Cantù mette un freno agli eccessi della movida

La Confcommercio di Cantù cerca di mettere un freno agli eccessi della “movida” nella città del mobile, specie sotto le feste. È esplicito il titolo della locandina diffusa in questi giorni: “Non far casino che è quasi mattino”. Con il gioco della rima baciata si intende sottolineare la necessità di rispettare il silenzio e il decoro degli spazi collettivi nelle fasce più protette.
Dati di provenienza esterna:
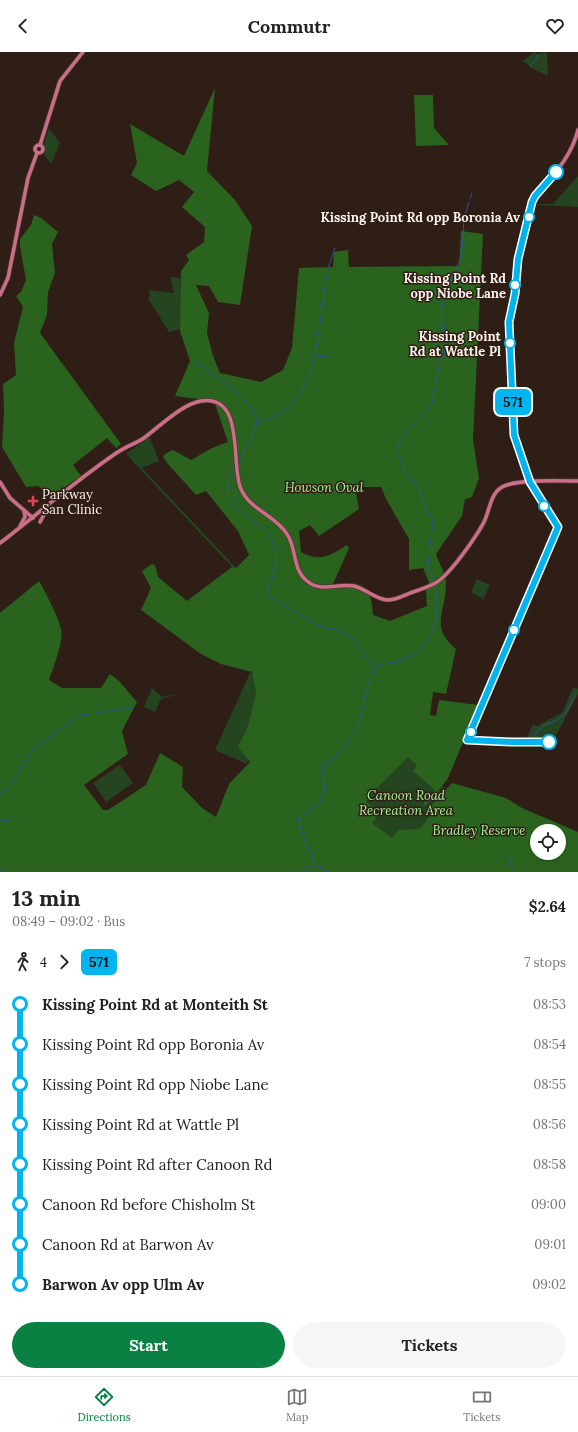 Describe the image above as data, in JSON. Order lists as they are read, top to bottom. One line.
{"parks":["Howson Oval","Canoon Road Recreation Area","Bradley Reserve"],"places":{"other":["Kissing Point Rd opp Boronia Av","Kissing Point Rd opp Niobe Lane","Kissing Point Rd at Wattle Pl"],"health":["Parkway San Clinic"]},"lines":["bus line 571"],"page":{"header":"Commutr","on_map":"571","heading":["13 min","08:49 – 09:02 · Bus","$2.64"],"legs":["4","571","7 stops"],"list":[{"name":"Kissing Point Rd at Monteith St","value":"08:53"},{"name":"Kissing Point Rd opp Boronia Av","value":"08:54"},{"name":"Kissing Point Rd opp Niobe Lane","value":"08:55"},{"name":"Kissing Point Rd at Wattle Pl","value":"08:56"},{"name":"Kissing Point Rd after Canoon Rd","value":"08:58"},{"name":"Canoon Rd before Chisholm St","value":"09:00"},{"name":"Canoon Rd at Barwon Av","value":"09:01"},{"name":"Barwon Av opp Ulm Av","value":"09:02"}],"buttons":["Start","Tickets"],"tabs":["Directions","Map","Tickets"]}}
Tutto è nato da un incontro nella sede canturina di Confcommercio tra il presidente dell’Associazione Pubblici Esercizi Giovanni Ciceri, il direttore di Confcommercio Como Graziano Monetti, il referente dei commercianti canturini Giorgio Cattini e i pubblici esercizi associati. Oggetto del contendere è il ripetersi di episodi di maleducazione e schiamazzi assortiti «soprattutto – si legge in una nota ufficiale – durante i famosi mercoledrink con il continuo utilizzo delle vie del centro come bagni a cielo aperto, ritrovo per schiamazzi notturni, da parte di alcuni giovanissimi irrispettosi della città e del senso civico».
«Ovviamente la maggior parte delle nostre attività commerciali – ha rilevato Ciceri – svolge una costante forma di controllo all’interno dei propri locali, rispettando le regole, gli orari e soprattutto i divieti imposti per la somministrazione delle bevande ai minori. Pur comprendendo i diritti e le lamentele dei cittadini, di certo non devono pagarne le conseguenze le attività commerciali che, ogni giorno, tra sacrifici e mille adempimenti e regole, rispettano le norme e portano avanti il proprio esercizio a beneficio anche della città».
La locandina che vuole richiamare l’attenzione della cittadinanza su questi temi nel periodo delle festività natalizie e incentivare il rispetto delle regole è stata distribuita ai titolari degli esercizi per sensibilizzare la loro clientela. su questi e altri temi (tutela quiete pubblica, contrasto all’alcolismo e sostanze stupefacenti, lotta al degrado ambientale) sarà creato un apposito gruppo di lavoro chiamato a rapportarsi con le forze dell’ordine e con l’amministrazione comunale.